其の錬金術師は夜に歌う(九)

「天使の歌声の効能を打ち消すための薬」
 二つある瓶のうちの一つから机の上に乱雑にばら撒かれたのは、白色の錠剤だった。それを指してそう言い放ったのは、ロイだ。まるで自分が製作したかのような言い振りである。
「解毒剤って呼んでもいいかも」
 言ってから、少し後悔した。天使の歌声の本当の脅威は主作用の自白効果ではない。そして、この錠剤にはその脅威を打ち払うだけの力はなかった。
「本当にあるんですね、こんなもん」
 一粒拾い上げて観察しながら、ブレダは感心したように言った。
「ああ」
「とはいえ、効果は限局的。中毒症状には効かないよ。自白剤としての作用を打ち消すだけの薬だから、摂取してすぐに投与しないと効果ない」
 頷いたロイを打ち消すようにして付け加える。あまり期待を持たれても困るからだ。
「強力な薬効を打ち消すわけだから、この薬も強力。副作用は、強い悪心が主かな」
「へえ……」
 各々、様々に錠剤を確認しながら、嘆息していた。その中でファルマンだけが妙に訝っている。
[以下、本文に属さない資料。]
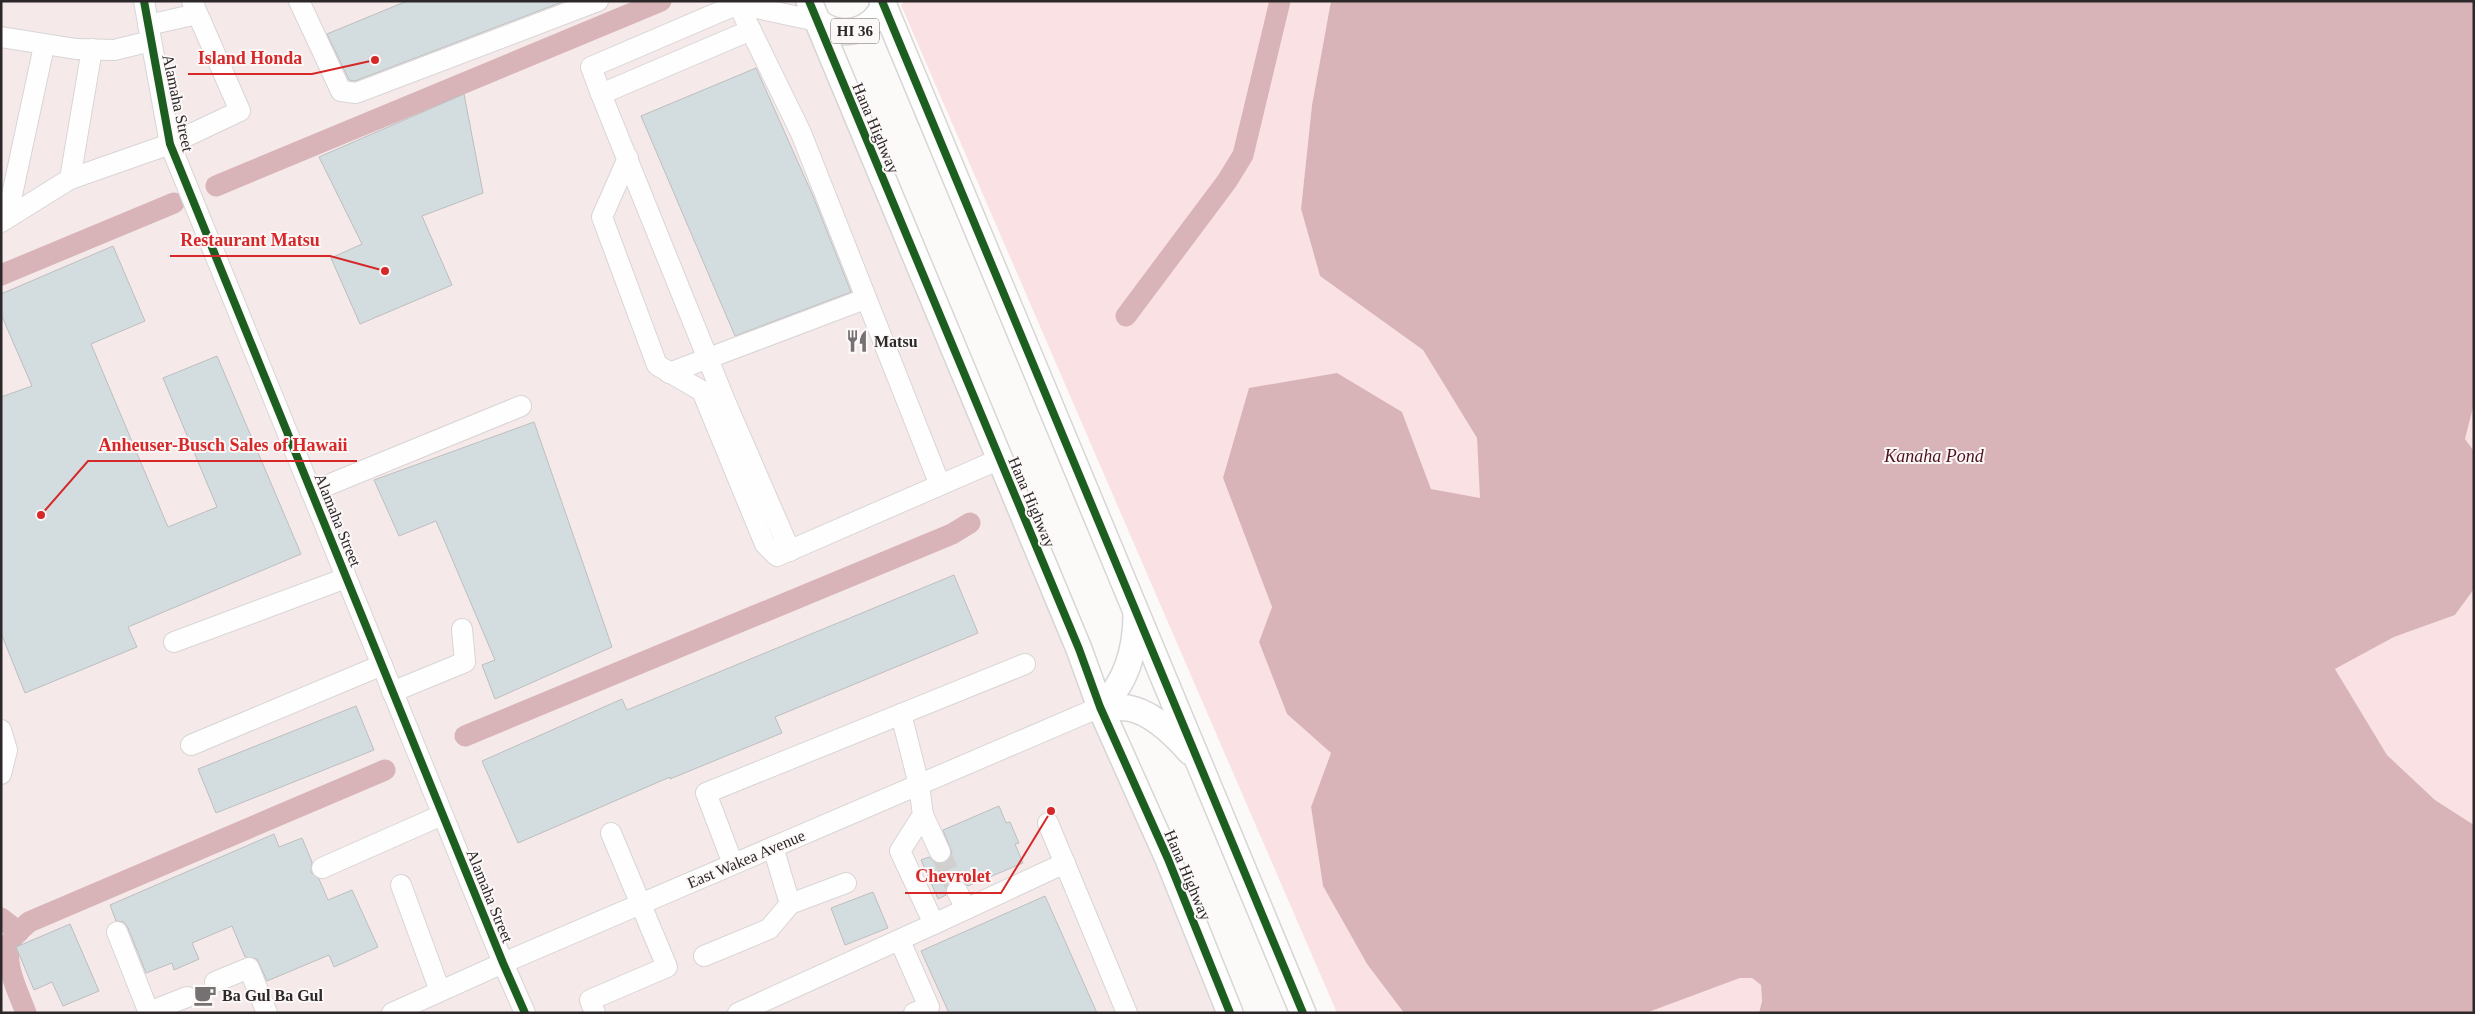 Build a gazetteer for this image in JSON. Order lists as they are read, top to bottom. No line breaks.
{"streets":{"main road":["HI 36","Hana Highway"],"street":["Alamaha Street","East Wakea Avenue"]},"crossings":[["HI 36","Hana Highway"],["HI 36","East Wakea Avenue"],["Alamaha Street","East Wakea Avenue"],["Hana Highway","East Wakea Avenue"]],"water":["Kanaha Pond"],"places":{"other":["Island Honda","Restaurant Matsu","Anheuser-Busch Sales of Hawaii","Chevrolet"],"restaurant":["Matsu"],"cafe":["Ba Gul Ba Gul"]}}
「聞いたことないんですが、どこの誰が開発したんです?」
 彼が上官に向けて疑問をぶつけると、待っていたような態度でロイが答える。
「今、おまえたちの目の前にいるだろう」
「中佐が?」
「まさか。医療の心得はない」
「じゃあ」
 誰が、と言いかけたファルマンだが、自信満々といった様子のロイに気圧されたのか口を噤む。ロイに腕を掴まれたキャロルは、されるがまま彼に引き寄せられていた。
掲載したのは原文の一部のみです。